▸ TASK DESCRIPTION
Across the data below, how many lines hold "song"? Answer with that number and nothing else.

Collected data
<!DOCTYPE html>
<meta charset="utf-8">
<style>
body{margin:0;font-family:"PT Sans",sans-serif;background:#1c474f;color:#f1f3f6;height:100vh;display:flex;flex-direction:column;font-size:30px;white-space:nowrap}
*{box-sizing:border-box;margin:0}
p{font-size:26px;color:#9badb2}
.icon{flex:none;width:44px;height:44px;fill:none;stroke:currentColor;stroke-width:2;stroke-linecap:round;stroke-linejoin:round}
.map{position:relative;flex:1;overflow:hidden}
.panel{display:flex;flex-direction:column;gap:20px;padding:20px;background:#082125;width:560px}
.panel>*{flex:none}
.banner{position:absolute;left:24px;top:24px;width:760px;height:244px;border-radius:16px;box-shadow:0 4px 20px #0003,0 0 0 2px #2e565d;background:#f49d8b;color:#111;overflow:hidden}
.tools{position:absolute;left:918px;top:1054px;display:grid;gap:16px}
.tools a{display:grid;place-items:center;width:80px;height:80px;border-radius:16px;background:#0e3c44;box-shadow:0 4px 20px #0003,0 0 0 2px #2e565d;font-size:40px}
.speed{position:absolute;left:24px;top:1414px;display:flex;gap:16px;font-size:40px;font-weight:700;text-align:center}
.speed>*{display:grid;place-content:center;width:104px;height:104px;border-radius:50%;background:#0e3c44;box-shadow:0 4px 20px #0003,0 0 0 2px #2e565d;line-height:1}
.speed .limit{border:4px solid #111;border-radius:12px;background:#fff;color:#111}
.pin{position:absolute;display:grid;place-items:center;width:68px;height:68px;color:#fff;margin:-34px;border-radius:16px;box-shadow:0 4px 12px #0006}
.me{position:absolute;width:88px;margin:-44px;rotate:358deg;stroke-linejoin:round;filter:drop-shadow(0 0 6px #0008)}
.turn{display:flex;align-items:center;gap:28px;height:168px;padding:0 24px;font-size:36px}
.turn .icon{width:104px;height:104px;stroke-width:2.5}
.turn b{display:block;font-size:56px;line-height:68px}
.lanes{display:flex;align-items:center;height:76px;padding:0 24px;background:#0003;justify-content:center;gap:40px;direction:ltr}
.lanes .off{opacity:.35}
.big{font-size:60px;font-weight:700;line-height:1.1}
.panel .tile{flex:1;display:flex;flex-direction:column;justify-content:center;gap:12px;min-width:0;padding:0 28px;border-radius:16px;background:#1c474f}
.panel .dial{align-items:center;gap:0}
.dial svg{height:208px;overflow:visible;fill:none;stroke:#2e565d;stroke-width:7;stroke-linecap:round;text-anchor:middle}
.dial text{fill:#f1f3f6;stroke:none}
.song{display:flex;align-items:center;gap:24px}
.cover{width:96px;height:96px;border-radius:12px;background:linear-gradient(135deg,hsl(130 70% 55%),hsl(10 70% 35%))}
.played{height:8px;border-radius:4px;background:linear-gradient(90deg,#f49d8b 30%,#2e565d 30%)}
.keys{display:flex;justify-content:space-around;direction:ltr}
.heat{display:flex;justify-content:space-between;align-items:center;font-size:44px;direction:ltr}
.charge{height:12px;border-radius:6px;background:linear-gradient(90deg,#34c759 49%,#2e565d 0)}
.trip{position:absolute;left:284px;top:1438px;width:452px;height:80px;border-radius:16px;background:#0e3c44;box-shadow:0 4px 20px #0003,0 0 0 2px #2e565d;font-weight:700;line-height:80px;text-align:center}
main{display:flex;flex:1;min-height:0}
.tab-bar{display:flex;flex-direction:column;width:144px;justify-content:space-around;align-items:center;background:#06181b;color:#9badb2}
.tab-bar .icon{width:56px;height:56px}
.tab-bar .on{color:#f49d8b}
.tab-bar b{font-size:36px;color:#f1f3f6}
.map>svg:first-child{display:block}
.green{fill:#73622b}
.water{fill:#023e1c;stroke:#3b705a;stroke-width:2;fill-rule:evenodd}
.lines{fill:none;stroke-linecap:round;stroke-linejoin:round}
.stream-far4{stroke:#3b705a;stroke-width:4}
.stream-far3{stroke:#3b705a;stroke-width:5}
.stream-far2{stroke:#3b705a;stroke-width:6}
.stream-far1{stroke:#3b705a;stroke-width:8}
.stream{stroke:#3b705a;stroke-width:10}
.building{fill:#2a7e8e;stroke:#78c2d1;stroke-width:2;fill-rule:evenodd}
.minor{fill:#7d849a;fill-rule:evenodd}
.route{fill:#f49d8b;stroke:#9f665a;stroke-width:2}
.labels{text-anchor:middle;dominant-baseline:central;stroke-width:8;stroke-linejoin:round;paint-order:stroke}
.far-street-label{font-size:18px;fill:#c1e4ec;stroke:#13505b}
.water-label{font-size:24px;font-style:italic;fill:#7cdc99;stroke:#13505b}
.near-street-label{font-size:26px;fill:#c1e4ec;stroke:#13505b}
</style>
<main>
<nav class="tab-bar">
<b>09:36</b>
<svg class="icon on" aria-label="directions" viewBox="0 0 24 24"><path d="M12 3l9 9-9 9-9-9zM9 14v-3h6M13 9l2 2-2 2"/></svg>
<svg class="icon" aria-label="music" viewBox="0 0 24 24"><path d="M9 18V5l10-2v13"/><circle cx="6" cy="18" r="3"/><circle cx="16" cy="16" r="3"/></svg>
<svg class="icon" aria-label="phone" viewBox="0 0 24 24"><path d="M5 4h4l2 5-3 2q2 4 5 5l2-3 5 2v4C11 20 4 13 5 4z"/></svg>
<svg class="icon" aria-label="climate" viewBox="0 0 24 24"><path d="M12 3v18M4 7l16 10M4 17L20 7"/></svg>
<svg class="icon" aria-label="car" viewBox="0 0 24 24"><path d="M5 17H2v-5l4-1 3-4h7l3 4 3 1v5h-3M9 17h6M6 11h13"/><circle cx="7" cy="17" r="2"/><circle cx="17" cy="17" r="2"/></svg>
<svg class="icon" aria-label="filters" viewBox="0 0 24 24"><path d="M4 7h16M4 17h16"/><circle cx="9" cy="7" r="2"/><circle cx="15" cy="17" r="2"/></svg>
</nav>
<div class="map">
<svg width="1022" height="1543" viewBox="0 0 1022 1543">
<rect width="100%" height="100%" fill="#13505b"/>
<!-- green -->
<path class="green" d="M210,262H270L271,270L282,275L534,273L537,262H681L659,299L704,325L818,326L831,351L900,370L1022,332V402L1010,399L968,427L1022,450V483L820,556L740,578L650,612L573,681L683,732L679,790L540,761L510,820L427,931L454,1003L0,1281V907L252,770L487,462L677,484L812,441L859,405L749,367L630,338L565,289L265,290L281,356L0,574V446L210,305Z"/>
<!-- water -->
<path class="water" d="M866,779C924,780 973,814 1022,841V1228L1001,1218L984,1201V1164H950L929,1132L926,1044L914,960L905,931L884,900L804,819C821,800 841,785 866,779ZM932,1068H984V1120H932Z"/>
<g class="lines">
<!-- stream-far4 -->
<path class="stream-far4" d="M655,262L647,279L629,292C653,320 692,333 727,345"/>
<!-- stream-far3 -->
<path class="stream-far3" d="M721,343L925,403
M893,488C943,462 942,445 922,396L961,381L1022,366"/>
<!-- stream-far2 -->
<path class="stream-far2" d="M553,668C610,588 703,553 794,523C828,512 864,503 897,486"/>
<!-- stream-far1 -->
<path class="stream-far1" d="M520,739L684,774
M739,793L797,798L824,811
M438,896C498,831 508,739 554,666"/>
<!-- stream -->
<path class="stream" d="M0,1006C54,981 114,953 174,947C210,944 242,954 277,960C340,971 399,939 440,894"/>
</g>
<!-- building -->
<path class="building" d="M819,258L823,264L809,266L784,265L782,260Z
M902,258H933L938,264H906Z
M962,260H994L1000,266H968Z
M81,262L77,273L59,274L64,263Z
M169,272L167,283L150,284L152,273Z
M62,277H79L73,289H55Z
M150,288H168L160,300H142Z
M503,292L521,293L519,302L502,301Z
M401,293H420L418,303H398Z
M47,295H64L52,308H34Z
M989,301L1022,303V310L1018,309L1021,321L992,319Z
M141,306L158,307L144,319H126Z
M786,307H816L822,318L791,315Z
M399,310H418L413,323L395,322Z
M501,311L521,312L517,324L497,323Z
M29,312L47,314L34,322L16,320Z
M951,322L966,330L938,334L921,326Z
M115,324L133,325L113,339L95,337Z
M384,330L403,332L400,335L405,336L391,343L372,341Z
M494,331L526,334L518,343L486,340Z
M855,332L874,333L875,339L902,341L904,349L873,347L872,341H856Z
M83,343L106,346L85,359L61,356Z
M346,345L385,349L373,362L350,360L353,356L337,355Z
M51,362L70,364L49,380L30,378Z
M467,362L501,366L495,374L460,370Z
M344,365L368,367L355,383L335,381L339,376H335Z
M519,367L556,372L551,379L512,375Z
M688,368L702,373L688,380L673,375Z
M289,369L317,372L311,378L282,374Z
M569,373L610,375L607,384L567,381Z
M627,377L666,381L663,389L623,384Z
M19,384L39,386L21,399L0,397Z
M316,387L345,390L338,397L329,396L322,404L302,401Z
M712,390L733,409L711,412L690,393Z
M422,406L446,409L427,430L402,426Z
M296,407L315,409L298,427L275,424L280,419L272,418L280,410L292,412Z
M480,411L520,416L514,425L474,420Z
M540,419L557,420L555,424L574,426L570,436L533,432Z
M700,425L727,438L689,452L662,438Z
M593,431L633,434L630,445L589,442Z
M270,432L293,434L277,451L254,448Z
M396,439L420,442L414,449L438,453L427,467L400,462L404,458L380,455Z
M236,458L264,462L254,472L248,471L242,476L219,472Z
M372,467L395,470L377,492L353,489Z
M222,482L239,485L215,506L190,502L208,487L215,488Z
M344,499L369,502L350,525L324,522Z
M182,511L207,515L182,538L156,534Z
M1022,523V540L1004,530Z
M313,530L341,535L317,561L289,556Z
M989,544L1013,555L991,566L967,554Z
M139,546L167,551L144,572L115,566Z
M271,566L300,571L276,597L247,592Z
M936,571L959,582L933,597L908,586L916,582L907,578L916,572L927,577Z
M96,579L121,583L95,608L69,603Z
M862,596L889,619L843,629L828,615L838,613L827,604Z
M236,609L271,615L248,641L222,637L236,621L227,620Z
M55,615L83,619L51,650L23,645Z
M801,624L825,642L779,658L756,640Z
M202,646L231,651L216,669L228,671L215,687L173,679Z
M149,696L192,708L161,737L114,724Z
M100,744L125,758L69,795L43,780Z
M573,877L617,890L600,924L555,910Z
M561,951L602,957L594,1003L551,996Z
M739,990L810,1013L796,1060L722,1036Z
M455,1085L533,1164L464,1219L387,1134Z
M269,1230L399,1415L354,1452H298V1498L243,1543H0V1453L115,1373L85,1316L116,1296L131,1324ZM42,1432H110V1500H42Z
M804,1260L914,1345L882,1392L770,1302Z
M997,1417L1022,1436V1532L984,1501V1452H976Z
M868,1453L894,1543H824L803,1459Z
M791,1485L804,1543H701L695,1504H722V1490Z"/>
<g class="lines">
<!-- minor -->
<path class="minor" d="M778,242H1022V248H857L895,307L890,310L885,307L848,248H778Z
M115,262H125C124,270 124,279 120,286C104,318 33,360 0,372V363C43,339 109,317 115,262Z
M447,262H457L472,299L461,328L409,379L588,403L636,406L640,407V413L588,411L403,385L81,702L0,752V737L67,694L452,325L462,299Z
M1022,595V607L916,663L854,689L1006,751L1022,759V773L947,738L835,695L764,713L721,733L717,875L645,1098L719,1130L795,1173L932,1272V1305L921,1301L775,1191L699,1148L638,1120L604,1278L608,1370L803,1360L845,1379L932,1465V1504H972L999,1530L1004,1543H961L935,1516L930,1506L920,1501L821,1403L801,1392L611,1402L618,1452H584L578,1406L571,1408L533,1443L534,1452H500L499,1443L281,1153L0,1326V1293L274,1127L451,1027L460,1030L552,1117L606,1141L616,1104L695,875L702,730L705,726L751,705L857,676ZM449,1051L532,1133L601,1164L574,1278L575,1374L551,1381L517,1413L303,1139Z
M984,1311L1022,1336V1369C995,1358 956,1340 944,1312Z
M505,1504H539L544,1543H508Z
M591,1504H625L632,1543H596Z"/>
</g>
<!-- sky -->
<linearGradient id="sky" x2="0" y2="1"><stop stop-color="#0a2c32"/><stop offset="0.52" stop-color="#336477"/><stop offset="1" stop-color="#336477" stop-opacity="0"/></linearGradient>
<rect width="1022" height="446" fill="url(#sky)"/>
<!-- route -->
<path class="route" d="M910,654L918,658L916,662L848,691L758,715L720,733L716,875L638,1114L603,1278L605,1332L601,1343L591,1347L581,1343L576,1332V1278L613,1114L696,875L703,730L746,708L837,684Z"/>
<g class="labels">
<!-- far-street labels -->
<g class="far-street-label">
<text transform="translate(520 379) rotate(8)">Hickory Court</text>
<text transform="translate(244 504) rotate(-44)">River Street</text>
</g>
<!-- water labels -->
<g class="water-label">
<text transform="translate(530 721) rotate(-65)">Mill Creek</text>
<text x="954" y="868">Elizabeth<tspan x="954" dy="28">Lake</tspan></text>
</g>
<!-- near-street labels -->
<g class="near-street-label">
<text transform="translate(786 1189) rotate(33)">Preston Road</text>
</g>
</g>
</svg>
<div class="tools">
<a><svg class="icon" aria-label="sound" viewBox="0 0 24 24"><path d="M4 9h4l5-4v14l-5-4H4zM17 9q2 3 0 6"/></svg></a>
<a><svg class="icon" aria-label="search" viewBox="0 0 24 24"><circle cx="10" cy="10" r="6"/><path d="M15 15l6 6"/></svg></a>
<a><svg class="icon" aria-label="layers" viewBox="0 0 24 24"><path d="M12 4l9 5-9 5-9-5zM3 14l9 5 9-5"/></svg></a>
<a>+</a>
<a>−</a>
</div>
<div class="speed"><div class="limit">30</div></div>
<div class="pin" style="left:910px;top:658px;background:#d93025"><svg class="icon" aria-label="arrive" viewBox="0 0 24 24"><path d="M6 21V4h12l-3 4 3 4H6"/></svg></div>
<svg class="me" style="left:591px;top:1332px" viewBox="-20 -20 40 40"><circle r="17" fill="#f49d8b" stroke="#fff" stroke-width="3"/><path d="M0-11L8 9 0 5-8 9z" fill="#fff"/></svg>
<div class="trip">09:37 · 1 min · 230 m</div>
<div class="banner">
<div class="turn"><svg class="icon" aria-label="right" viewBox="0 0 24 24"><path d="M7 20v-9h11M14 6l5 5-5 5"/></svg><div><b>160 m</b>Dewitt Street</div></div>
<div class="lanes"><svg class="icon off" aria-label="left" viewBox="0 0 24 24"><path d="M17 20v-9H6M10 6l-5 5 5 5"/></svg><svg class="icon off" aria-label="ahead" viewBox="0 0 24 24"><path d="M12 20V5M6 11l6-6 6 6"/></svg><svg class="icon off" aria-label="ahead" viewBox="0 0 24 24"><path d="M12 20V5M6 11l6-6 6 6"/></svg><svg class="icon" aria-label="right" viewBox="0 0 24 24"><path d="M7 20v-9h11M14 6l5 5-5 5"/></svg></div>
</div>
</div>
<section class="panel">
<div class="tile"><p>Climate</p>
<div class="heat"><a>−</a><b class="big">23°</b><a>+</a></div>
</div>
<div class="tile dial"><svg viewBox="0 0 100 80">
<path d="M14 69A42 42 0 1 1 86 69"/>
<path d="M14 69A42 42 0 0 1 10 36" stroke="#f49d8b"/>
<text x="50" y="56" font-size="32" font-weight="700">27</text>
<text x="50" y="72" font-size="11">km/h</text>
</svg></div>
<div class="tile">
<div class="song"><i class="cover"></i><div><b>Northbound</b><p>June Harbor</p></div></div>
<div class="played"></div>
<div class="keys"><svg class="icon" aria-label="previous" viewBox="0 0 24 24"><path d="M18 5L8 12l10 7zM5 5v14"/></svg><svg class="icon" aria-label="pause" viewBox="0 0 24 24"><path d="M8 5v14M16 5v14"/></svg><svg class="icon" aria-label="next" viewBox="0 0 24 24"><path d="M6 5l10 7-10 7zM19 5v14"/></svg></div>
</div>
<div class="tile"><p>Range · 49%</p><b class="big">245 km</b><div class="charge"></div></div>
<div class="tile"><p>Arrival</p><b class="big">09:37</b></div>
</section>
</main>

▸ YOUR RESPONSE
2